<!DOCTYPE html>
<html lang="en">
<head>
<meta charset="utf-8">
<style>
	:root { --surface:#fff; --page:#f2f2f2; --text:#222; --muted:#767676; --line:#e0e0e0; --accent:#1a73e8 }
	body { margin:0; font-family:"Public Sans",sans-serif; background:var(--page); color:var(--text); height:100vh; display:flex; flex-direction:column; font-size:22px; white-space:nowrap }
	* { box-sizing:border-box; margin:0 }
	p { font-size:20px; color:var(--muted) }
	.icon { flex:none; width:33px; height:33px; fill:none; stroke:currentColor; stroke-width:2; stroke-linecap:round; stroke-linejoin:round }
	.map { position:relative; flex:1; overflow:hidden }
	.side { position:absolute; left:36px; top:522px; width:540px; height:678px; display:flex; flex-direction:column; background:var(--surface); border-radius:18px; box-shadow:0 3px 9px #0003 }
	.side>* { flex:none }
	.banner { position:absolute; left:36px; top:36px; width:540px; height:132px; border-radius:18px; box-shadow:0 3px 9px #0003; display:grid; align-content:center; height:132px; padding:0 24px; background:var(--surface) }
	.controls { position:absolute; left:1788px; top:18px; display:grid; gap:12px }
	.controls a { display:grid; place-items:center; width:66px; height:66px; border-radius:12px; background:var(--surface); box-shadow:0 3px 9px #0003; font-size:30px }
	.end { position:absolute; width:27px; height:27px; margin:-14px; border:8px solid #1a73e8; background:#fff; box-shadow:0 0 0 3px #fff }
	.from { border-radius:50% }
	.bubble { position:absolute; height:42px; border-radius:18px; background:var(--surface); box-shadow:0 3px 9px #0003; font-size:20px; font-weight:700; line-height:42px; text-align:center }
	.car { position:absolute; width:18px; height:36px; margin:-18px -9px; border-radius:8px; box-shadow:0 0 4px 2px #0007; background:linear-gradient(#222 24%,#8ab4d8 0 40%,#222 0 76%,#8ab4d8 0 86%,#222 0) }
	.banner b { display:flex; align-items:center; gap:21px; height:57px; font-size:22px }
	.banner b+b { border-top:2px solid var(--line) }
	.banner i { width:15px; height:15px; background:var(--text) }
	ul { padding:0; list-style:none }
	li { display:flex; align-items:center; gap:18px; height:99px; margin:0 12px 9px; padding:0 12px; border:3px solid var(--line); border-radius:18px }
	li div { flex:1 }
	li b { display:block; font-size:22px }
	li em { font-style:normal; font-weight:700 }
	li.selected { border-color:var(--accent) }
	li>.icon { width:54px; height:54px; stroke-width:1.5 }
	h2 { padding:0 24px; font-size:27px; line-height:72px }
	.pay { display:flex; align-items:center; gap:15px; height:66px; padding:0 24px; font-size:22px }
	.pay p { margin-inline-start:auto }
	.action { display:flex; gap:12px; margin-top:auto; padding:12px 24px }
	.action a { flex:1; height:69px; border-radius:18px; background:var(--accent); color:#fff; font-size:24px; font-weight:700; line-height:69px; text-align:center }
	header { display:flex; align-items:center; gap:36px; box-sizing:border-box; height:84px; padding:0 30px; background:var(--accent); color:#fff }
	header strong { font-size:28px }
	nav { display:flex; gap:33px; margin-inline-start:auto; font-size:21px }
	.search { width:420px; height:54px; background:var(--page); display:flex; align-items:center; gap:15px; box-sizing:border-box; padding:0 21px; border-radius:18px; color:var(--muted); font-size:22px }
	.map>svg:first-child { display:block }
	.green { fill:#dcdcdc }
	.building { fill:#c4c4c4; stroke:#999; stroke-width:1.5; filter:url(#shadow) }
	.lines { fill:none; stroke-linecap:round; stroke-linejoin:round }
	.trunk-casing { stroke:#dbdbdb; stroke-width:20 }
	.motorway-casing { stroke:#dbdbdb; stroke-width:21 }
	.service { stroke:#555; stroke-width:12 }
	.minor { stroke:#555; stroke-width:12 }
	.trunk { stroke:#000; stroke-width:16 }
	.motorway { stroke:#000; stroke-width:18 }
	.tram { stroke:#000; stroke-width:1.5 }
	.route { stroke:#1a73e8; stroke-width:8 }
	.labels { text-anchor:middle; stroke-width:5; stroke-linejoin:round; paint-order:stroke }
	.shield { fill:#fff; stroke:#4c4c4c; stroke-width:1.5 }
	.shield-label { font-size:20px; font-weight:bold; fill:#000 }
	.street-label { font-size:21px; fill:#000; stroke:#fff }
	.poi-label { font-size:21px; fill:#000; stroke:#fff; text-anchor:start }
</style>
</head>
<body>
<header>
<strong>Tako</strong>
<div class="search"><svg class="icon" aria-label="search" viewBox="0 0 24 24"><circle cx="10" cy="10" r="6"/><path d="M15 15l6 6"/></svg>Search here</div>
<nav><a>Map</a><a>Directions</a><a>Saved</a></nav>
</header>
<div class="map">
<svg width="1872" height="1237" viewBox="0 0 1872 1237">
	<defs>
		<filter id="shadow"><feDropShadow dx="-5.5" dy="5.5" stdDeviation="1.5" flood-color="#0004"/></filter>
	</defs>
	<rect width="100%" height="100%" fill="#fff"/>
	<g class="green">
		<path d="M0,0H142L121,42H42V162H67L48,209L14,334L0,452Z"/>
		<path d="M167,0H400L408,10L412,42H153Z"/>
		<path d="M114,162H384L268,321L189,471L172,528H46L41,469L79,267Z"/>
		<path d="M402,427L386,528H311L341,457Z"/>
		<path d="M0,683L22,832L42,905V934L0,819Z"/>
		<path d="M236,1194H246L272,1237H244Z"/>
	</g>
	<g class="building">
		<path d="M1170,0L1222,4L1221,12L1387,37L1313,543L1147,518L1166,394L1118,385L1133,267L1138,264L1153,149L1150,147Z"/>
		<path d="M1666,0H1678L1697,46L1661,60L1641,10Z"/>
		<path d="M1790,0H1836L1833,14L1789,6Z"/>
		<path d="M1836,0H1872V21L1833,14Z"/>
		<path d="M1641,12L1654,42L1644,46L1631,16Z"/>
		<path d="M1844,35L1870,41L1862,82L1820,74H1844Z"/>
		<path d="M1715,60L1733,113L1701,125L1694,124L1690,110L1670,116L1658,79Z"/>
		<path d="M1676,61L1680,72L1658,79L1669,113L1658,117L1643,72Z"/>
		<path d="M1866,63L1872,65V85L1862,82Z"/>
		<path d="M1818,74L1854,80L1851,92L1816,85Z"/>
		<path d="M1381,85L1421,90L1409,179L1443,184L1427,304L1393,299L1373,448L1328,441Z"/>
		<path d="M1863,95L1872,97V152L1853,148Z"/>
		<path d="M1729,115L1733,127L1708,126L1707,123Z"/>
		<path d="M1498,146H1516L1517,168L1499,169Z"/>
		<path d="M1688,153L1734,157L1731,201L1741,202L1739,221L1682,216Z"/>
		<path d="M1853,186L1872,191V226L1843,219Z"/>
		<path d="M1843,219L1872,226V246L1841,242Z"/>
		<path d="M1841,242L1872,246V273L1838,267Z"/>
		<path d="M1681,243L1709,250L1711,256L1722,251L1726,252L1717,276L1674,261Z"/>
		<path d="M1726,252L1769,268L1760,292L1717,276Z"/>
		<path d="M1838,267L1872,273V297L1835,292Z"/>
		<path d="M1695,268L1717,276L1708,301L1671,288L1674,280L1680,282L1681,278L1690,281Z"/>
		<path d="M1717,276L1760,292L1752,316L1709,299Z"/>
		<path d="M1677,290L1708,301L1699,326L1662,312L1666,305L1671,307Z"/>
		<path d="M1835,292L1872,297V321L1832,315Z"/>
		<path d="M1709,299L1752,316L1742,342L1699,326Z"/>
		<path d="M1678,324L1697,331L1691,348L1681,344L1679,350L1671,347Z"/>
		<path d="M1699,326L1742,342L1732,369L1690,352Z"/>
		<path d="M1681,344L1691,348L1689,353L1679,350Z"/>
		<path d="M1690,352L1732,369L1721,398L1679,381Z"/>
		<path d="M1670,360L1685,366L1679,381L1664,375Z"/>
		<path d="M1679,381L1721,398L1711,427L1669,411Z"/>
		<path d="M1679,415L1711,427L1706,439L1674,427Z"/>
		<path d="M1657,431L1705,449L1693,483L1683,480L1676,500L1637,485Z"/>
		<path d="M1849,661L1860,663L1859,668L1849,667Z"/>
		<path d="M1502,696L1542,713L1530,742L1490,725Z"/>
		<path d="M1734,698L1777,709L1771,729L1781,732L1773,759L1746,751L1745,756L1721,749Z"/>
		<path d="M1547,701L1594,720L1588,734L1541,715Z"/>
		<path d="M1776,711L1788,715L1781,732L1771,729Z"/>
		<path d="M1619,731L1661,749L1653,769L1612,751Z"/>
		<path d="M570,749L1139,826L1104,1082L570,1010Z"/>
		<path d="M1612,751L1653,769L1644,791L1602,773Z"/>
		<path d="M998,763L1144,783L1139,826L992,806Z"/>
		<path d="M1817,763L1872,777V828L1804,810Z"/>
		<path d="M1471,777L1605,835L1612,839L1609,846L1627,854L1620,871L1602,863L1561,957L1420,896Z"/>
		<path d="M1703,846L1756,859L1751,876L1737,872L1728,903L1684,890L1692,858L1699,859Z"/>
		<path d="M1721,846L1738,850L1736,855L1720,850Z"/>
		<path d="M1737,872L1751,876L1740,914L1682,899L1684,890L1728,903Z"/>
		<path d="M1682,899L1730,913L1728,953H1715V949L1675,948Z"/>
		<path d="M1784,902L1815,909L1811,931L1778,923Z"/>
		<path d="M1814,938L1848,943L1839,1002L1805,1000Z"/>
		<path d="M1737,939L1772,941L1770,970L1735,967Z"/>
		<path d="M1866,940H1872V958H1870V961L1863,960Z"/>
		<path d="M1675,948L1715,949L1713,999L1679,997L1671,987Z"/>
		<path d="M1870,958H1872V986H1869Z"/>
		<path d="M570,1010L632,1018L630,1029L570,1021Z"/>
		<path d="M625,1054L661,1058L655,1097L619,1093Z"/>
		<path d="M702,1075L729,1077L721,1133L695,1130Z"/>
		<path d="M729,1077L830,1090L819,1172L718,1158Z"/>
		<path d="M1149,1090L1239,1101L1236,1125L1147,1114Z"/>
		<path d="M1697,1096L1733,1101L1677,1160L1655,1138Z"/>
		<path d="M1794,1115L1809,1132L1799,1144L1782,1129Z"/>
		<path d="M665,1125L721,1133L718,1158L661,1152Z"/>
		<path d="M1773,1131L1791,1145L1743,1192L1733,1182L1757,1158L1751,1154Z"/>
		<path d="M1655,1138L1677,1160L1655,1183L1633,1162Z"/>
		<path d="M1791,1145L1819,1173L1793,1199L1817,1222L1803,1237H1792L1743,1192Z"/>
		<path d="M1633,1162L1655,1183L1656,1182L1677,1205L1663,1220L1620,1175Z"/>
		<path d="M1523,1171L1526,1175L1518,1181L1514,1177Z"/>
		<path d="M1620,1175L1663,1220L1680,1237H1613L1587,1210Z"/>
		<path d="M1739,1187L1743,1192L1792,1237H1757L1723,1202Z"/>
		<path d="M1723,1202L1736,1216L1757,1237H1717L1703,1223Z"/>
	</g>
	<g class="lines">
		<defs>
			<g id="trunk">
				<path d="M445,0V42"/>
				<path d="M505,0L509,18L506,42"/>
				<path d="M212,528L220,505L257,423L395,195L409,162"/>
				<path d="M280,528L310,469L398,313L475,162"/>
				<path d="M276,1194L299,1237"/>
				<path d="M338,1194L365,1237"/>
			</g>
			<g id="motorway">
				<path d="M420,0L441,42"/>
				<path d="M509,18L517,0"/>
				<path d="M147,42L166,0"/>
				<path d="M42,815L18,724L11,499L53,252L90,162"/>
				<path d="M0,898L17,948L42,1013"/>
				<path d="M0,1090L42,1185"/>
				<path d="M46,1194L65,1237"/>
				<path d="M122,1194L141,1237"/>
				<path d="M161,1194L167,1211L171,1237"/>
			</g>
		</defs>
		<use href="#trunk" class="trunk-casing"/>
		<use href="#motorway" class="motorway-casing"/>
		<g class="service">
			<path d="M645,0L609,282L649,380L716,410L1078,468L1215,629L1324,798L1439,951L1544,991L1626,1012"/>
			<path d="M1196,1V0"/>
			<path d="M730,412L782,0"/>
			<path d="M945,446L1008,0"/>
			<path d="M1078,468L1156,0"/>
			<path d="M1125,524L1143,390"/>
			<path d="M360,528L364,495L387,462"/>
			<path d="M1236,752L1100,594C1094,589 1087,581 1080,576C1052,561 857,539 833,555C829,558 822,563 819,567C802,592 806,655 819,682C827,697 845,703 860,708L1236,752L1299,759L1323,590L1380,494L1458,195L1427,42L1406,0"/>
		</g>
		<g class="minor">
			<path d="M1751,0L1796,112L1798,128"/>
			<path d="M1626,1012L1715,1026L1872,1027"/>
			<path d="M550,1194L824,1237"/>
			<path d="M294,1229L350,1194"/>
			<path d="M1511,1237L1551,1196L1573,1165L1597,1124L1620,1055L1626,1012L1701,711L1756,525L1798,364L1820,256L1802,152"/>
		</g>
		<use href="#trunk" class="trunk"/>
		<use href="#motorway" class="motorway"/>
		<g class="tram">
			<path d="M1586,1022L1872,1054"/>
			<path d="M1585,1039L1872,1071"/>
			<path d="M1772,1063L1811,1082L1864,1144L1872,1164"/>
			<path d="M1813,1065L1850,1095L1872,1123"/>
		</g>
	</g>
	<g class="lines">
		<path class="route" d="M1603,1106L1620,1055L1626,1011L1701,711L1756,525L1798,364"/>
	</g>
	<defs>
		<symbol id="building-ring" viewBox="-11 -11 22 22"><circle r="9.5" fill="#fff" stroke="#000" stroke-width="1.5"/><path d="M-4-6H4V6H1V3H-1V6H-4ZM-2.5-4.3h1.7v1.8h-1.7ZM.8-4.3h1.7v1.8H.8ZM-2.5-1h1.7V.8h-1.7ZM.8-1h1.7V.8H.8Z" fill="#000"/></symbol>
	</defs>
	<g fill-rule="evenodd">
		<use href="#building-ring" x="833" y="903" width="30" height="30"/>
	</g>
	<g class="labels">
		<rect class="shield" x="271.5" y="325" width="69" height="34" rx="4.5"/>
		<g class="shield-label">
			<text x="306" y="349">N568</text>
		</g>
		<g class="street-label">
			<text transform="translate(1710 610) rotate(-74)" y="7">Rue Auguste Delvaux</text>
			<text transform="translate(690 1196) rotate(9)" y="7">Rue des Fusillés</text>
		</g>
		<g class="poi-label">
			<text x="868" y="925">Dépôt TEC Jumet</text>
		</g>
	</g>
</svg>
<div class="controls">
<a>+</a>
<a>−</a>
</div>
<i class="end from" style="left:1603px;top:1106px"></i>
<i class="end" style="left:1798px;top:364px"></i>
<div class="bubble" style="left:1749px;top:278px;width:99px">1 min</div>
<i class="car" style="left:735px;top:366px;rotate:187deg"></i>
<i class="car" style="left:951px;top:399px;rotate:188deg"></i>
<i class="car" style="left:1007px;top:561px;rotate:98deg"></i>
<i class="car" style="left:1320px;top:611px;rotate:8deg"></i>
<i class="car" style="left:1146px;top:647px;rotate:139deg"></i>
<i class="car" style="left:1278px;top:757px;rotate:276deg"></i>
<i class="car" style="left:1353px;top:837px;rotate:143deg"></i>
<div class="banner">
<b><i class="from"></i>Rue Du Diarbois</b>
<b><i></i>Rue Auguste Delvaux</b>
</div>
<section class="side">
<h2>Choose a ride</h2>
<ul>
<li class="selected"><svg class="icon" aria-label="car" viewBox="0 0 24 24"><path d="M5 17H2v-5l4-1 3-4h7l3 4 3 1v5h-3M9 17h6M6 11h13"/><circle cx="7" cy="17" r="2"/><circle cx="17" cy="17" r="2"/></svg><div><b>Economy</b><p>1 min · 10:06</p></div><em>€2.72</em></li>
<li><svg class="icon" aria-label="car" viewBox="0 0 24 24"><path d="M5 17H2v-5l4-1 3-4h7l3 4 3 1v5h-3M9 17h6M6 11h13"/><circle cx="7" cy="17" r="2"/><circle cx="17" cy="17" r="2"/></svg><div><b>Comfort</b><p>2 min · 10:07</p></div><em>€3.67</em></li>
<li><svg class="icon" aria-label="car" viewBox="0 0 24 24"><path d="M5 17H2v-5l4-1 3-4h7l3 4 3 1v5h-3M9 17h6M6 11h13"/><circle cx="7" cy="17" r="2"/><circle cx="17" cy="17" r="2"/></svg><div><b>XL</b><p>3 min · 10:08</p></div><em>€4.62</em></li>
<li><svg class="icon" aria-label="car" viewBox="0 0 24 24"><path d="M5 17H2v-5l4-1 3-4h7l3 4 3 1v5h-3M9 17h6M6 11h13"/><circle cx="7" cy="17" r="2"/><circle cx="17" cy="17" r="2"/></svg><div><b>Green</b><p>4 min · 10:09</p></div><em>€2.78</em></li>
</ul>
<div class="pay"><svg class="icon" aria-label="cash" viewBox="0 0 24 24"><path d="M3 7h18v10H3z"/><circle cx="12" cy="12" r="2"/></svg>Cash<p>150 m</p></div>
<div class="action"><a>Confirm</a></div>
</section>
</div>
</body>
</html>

> Try it
Whenever "linecap" occurs in a line of the entries, copy that line.

> Answer to the exercise
	.icon { flex:none; width:33px; height:33px; fill:none; stroke:currentColor; stroke-width:2; stroke-linecap:round; stroke-linejoin:round }
	.lines { fill:none; stroke-linecap:round; stroke-linejoin:round }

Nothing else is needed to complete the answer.